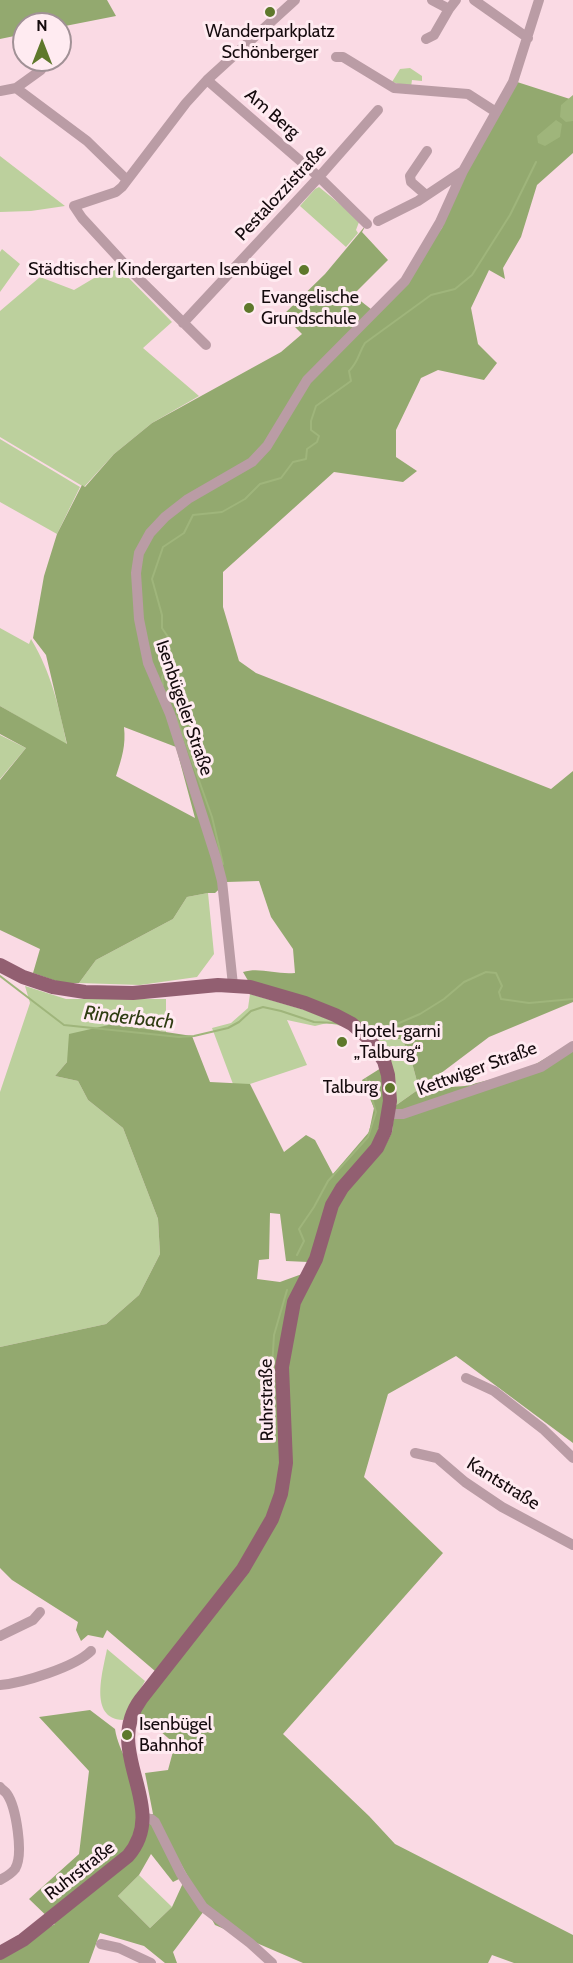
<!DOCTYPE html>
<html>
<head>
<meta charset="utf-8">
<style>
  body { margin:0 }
  #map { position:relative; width:573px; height:1963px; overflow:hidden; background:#fadae4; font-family:Cabin,sans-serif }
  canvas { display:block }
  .north { position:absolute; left:12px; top:12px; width:60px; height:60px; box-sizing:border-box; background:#ffebf1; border:2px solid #a19196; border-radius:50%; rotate:0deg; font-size:16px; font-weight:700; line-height:24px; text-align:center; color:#140a0d }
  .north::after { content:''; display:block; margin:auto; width:21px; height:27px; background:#5e782b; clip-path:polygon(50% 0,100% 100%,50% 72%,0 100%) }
</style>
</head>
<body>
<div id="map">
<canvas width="573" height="1963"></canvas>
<div class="north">N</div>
</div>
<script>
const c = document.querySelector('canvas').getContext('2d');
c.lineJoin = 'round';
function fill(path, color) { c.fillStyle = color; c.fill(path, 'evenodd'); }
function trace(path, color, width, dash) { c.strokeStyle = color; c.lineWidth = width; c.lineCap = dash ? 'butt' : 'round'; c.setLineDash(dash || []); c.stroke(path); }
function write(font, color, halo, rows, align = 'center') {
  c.font = font + ' Cabin,sans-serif'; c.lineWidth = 6; c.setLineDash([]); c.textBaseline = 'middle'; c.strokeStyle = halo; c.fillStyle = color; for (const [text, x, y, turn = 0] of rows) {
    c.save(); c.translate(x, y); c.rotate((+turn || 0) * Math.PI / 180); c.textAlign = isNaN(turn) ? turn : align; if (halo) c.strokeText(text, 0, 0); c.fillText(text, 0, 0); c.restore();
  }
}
const green = new Path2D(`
  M410,68L422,76V81L412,80L411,87L392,82L400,69Z
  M0,156L65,206L31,211L0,212Z
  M319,187L357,218L359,222L356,230L358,233L346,247L300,206L315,189Z
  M2,249L20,264L0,292V252Z
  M116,265L172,322L143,348L199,396L152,423L114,454L84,487L0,437V311L40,277L74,290Z
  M0,439L80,487L57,534L0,502Z
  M0,628L29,644L31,639C51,672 59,707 67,745L0,706Z
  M0,735L26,748L0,779Z
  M208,893L214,954L197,977L140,985L79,983L96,960L173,919L187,897Z
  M25,986L66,999H166V1032L113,1025L67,1062L55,1076L78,1081L88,1100L123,1128L158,1219L160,1254L139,1295L106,1324L0,1347V1092L30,1003Z
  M250,994L308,1011L347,1027L327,1023L315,1026L287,1020L307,1065L250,1084H233L212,1028L231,1023L248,1008Z
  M402,1039L411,1059L419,1089L395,1106L376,1040Z
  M107,1649L145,1681L123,1720C88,1719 103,1671 107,1649Z
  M139,1875L172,1907L150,1928L118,1896Z`);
const forest = new Path2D(`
  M0,0H107L116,16L60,27V24H24V34L0,39Z
  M514,81L573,100V153L537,185L521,237L503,268L505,279L489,270L471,308L478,344L497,363L484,380L438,370L421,378L396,430V457L417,471L403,482L334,472L223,572V607L239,661L256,673L551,789L573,771V1002L489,1037L420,1089L465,1086L524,1071L573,1042V1443L456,1356L388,1394L364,1477L443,1553L283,1734L369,1816L395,1844L573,1935V1963H514L492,1955L488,1963H303L215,1925L167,1839L185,1876L173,1882L151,1854L139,1875L118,1896L150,1928L172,1907L183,1883L204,1911L173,1952L177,1963H165L144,1946L100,1933L89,1963H0V1953L55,1924L29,1899L79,1854L89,1771L39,1717L90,1710L115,1729C117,1742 122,1750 126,1762C132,1781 135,1800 137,1820L153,1814L145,1773L168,1770L175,1744L138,1712L279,1513L288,1362L299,1305L337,1209L347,1191L384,1148L392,1132L395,1106L419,1089L411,1059L402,1039L376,1040L250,984L243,972C260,967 277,975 295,973L293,949L271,917L259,881L227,882L215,893H208L187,897L173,919L96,960L79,983H62L33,973L40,949L0,930V780L26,748L0,734V706L67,744L46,655L33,638L44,576L57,534L82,485L85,487L114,454L152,423L281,352L302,334L283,315L325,274L366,225L362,232L388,260L353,295L376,313L442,228L448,206ZM124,727L176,747L195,818L116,776C122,758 126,745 124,727Z
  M113,1024L192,1036L210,1082L250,1084L284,1152L306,1135L315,1140L333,1174L369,1132L374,1108L362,1080L381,1068C385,1094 385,1119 373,1143L319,1233L308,1262L286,1261L280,1214L270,1213L269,1259L259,1260L257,1279L280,1282L302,1274L290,1299L282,1464L275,1500L239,1566L155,1671L107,1630L103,1638L88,1635L81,1641L76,1630L78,1622L12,1580L0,1568V1347L106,1324L139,1295L160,1254L158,1219L123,1128L88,1100L78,1081L55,1076L67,1062L69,1034Z`);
const water = new Path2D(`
  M573,95V121L566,122L560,117L561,105Z
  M556,120L562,124L560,137L545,146L538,143L537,136Z`);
const stream = new Path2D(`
  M163,685L162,677L169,667L168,637L162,628V615L152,579L163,547L184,533L193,515L222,512L245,499L260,484L281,478L293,462L306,459L307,449L317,442L319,436L311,430V421L316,406L351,381L349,371C359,361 358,354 365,343L431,295L455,289L472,275L510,215L536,162
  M176,716L212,817L223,864
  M0,976L64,1025L179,1037L194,1036L228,1028L239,1022L251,1011L263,1007L281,1011L314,1022L336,1023
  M377,1029L383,1030L420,1014L444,999L464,982L486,972L496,973L502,986L499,992L501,999L529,1003L573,999
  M297,1255L304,1241L299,1229L314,1207L328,1181L368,1137L376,1112L366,1079
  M271,1385L274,1335L287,1290`);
const minor = new Path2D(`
  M432,0L449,9L456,0
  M474,0L528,38
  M426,39L434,35L449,9
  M336,57H343L394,88L468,94L496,112
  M207,80L319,177L367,224
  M16,88L41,70
  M0,91L16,88L87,141L127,180
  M426,195L411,182L410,176L427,151
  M378,221L418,201L463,171
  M183,323L319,177L378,110
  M206,345L129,269L82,218L74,206L116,192L122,187L186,103L207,80L295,0
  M233,985L222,881L216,858L170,714L148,663L139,619L136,573L139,553L150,533L165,517L188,499L252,462L267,446L307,380L405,281L440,222L463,171L513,82L539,0
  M389,1114H403L541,1067L573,1046
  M466,1378L494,1391L543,1429L573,1458
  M415,1453L437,1458L465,1482L502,1507L573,1545
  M0,1636L33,1620L40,1612
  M0,1685C23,1683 75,1667 91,1651
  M0,1787C2,1790 5,1791 7,1794C16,1807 24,1855 15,1869C11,1874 6,1877 0,1880
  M143,1817L151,1819L155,1822L181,1874L203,1907L250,1943L272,1963
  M101,1944L119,1948L151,1963`);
const major = new Path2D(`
  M0,965L23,977L53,987L85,992L133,993L218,985L250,987L305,1003L335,1015L352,1024L368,1038L374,1046L384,1061L388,1075L390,1101L385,1131L377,1148L342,1188L332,1205L316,1259L294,1302L282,1367L286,1463L281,1494L272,1519L243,1569L141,1699C101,1753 171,1806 128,1856L23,1940L0,1953`);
const markers = [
  [270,12,6,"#5e782b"],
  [304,270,6,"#5e782b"],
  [249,308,6,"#5e782b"],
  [342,1042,6,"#5e782b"],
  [390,1088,6,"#5e782b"],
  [127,1735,6,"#5e782b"]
];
const poiNames = [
  ["Wanderparkplatz",270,32,"center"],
  ["Schönberger",270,53,"center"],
  ["Städtischer Kindergarten Isenbügel",292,270,"right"],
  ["Evangelische",261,298],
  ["Grundschule",261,319],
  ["Hotel-garni",354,1032],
  ["„Talburg“",354,1053],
  ["Talburg",378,1088,"right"],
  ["Isenbügel",139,1725],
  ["Bahnhof",139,1746]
];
const streetNames = [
  ["Am Berg",272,114,41],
  ["Pestalozzistraße",281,193,-47],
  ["Isenbügeler Straße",184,708,71],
  ["Kettwiger Straße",477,1069,-20],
  ["Ruhrstraße",267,1400,-91],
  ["Kantstraße",503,1484,32],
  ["Ruhrstraße",80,1871,-38]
];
const waterNames = [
  ["Rinderbach",129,1018,6]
];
fill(green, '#bcd09d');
fill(forest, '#93a96f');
fill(water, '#9fb57b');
trace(stream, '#9fb57b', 2);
trace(minor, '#ba9ca5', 10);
trace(major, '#925f71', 14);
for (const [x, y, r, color] of markers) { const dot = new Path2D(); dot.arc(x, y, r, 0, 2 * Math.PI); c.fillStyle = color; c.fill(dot); trace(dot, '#ffebf1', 2); }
write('18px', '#140a0d', '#ffebf1', poiNames, 'left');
write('18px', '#140a0d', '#ffebf1', streetNames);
write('italic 20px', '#2f3d12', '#ffebf1', waterNames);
</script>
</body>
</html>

• • •

For every line in the data above that has the string "rows", return that line.

TASK RESPONSE:
function write(font, color, halo, rows, align = 'center') {
  c.font = font + ' Cabin,sans-serif'; c.lineWidth = 6; c.setLineDash([]); c.textBaseline = 'middle'; c.strokeStyle = halo; c.fillStyle = color; for (const [text, x, y, turn = 0] of rows) {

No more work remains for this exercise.